**TRY IT:** Retype exactly the lines below, beginning with the first and ending with the line where "0 3.5px,transparent 0" appears.

-- RECORDS FOR THE EXERCISE follows --

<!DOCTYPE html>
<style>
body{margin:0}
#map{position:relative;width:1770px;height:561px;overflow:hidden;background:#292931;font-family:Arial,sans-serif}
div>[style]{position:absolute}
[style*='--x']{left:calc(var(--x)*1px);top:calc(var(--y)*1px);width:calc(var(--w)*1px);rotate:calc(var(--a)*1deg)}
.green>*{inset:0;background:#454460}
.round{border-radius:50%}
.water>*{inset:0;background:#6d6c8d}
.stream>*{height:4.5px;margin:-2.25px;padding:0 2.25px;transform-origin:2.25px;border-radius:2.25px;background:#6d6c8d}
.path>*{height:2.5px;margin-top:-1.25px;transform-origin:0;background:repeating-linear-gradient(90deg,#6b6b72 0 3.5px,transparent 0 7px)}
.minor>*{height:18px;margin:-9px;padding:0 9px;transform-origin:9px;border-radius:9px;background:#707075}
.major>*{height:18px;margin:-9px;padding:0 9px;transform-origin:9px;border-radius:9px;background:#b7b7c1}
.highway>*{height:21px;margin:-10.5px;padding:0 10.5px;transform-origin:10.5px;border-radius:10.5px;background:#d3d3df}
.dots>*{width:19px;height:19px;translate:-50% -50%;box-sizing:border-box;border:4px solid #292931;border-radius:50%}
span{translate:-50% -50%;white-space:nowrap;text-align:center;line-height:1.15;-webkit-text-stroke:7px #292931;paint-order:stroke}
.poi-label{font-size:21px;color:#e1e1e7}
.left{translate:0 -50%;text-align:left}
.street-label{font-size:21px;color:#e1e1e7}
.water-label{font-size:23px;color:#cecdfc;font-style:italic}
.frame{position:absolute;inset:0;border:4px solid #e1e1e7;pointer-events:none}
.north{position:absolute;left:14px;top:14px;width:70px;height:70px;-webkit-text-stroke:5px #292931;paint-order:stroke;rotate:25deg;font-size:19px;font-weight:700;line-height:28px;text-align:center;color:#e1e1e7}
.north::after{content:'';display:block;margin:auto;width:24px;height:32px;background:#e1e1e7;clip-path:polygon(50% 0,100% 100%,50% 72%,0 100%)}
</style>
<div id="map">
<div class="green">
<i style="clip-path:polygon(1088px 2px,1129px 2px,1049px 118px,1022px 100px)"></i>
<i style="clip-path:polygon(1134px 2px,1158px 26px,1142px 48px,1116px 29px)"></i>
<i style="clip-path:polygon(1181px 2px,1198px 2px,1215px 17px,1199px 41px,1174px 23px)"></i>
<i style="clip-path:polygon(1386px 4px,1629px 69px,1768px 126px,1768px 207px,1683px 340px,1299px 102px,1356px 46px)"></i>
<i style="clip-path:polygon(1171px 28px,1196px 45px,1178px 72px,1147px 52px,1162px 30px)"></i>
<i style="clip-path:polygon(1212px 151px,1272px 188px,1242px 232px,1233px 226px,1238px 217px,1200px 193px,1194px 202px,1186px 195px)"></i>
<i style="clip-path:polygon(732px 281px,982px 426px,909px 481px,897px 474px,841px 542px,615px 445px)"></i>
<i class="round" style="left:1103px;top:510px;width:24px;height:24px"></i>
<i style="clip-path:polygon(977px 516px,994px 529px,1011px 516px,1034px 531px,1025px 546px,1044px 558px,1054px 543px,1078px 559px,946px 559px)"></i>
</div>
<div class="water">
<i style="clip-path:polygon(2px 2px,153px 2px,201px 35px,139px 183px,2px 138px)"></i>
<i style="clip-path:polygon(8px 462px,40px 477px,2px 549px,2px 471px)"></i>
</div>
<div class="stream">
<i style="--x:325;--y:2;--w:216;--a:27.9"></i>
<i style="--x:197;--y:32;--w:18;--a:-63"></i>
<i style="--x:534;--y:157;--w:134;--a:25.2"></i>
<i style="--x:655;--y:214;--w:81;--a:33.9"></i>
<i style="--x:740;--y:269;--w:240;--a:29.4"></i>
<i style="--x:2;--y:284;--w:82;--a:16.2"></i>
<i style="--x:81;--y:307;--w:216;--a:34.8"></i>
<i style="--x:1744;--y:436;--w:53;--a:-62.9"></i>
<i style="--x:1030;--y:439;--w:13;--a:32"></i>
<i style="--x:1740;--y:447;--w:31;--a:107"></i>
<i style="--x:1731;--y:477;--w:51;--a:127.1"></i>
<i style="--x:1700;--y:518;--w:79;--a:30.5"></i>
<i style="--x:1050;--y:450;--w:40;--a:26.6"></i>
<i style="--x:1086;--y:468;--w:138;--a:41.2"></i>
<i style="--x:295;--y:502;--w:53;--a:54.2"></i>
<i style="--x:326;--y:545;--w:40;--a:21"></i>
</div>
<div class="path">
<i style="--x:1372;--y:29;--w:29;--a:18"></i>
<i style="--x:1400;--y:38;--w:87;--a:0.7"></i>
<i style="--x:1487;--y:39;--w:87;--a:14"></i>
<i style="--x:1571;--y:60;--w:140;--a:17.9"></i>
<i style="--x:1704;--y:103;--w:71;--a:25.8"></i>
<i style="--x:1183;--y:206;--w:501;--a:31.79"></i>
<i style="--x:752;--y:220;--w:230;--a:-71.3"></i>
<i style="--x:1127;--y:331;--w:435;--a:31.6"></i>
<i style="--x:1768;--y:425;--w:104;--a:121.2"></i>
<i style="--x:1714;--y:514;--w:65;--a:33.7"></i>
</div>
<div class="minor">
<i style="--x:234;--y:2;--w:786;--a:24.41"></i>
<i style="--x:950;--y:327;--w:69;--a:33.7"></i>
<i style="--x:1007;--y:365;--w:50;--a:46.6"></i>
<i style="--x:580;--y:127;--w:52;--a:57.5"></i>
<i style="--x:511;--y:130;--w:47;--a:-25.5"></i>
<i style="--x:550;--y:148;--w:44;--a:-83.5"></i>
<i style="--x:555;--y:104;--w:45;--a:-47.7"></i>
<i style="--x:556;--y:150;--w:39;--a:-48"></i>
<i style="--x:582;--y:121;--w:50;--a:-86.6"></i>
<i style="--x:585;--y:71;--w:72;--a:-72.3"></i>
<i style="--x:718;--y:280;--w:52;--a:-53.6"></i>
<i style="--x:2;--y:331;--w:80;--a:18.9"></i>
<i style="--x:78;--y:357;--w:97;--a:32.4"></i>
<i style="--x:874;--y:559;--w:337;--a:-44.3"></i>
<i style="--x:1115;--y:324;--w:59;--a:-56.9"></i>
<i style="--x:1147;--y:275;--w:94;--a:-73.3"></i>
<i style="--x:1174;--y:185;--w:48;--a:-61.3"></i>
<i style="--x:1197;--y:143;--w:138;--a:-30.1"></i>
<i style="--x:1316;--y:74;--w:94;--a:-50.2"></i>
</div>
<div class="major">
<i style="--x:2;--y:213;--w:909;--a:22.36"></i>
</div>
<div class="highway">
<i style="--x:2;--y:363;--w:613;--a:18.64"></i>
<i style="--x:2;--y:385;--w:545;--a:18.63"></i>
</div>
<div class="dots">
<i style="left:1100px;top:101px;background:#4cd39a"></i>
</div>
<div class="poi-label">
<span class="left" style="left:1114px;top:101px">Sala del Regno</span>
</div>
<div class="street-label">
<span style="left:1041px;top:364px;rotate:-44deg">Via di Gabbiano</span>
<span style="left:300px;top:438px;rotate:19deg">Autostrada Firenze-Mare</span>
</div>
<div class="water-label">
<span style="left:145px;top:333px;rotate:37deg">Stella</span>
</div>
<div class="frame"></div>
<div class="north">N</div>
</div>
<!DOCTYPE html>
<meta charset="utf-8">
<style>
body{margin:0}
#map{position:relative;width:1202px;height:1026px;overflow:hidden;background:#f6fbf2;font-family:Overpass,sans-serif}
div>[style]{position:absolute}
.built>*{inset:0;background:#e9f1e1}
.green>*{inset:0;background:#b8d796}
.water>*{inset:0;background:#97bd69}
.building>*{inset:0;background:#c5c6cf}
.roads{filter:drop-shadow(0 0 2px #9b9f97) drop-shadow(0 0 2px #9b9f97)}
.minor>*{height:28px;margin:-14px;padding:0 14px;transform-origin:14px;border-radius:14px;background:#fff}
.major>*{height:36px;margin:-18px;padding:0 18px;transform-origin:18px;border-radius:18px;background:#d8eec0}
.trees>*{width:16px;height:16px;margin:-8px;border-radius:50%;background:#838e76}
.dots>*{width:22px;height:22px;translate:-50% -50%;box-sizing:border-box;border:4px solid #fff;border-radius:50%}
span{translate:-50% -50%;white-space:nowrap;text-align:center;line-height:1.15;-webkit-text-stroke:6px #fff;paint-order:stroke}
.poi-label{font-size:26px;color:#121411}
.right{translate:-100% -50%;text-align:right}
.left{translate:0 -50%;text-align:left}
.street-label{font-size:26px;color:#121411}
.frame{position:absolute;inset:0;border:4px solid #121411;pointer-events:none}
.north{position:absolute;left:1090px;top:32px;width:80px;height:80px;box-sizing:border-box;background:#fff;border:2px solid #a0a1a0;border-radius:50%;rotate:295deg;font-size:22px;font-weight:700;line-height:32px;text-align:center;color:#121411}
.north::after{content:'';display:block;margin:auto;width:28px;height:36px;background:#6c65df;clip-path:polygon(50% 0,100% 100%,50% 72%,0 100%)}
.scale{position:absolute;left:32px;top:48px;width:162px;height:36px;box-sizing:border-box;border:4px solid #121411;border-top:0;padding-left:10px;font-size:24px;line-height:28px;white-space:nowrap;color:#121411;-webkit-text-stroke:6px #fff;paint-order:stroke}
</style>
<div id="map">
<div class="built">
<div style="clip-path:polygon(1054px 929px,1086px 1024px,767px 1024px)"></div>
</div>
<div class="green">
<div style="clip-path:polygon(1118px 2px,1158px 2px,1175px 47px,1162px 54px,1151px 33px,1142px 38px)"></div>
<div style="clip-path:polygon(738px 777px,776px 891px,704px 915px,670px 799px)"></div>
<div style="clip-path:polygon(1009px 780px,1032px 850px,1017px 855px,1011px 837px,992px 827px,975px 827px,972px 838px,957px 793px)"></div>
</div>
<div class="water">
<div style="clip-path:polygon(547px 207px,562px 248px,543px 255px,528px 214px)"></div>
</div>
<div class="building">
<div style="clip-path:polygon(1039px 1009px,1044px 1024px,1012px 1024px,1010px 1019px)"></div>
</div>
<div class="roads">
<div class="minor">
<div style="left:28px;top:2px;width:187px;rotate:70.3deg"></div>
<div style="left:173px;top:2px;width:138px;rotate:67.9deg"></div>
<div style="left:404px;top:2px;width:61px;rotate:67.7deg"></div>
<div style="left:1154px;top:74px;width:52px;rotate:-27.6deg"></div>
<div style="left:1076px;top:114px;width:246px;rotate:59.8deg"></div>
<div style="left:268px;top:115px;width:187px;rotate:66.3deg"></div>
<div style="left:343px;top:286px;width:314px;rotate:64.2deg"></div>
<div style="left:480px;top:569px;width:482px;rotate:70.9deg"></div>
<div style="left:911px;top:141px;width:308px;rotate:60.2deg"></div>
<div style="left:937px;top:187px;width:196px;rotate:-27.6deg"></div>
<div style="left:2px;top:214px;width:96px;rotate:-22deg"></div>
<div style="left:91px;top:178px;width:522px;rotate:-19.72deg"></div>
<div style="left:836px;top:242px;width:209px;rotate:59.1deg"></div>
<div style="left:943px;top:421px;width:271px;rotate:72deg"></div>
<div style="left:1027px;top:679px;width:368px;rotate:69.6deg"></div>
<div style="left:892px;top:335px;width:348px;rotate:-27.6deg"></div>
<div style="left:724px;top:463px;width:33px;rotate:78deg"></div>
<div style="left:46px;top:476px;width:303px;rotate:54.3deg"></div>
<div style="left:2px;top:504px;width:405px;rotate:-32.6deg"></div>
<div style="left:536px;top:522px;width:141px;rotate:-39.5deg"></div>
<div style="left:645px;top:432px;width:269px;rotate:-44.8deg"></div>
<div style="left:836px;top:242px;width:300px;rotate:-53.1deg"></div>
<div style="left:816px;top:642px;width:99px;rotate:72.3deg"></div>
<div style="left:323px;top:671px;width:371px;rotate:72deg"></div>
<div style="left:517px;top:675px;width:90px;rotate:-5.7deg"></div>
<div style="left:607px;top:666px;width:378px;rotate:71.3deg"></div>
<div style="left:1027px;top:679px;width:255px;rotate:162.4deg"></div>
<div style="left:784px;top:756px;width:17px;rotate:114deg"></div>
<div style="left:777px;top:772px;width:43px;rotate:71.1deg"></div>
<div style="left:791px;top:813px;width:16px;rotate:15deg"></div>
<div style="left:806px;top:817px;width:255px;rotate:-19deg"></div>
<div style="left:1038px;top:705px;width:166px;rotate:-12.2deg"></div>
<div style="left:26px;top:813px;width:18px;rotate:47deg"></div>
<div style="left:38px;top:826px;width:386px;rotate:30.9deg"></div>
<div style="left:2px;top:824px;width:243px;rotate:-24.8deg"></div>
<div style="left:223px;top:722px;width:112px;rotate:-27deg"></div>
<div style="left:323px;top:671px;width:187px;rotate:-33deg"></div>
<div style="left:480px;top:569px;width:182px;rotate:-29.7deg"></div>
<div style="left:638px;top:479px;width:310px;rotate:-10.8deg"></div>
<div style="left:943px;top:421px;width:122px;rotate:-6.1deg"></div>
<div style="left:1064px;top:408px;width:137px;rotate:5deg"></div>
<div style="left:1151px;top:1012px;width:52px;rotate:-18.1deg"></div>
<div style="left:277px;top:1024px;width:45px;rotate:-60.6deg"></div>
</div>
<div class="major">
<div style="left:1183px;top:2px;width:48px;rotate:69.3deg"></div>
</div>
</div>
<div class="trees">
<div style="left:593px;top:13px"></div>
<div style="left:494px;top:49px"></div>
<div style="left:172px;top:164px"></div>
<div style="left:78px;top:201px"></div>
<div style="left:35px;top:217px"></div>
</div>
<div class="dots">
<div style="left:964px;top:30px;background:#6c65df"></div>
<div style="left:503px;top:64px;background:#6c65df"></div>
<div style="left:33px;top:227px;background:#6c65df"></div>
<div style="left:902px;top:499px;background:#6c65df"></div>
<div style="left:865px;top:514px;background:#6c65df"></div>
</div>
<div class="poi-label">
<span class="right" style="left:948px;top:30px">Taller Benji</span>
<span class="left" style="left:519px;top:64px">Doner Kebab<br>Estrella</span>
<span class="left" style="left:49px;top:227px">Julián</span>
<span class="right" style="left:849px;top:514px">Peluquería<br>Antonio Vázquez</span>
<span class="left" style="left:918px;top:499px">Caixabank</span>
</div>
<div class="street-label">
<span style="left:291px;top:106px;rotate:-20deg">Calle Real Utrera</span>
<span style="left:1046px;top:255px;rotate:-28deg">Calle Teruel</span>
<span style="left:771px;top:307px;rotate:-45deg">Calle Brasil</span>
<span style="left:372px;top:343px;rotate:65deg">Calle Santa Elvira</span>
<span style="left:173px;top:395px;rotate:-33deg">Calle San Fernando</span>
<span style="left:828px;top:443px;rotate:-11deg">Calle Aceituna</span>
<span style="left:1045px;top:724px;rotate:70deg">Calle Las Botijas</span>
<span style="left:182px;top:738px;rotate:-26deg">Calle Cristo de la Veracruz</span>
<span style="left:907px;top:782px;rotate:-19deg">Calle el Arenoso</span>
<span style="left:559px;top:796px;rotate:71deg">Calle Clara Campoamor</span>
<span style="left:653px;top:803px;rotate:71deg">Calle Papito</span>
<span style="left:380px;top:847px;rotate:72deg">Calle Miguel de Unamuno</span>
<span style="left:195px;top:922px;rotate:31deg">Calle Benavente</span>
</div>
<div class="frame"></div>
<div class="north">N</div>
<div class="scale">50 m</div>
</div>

-- RECORDS FOR THE EXERCISE concluded --

**SOLUTION TO THIS TASK:**
<!DOCTYPE html>
<style>
body{margin:0}
#map{position:relative;width:1770px;height:561px;overflow:hidden;background:#292931;font-family:Arial,sans-serif}
div>[style]{position:absolute}
[style*='--x']{left:calc(var(--x)*1px);top:calc(var(--y)*1px);width:calc(var(--w)*1px);rotate:calc(var(--a)*1deg)}
.green>*{inset:0;background:#454460}
.round{border-radius:50%}
.water>*{inset:0;background:#6d6c8d}
.stream>*{height:4.5px;margin:-2.25px;padding:0 2.25px;transform-origin:2.25px;border-radius:2.25px;background:#6d6c8d}
.path>*{height:2.5px;margin-top:-1.25px;transform-origin:0;background:repeating-linear-gradient(90deg,#6b6b72 0 3.5px,transparent 0 7px)}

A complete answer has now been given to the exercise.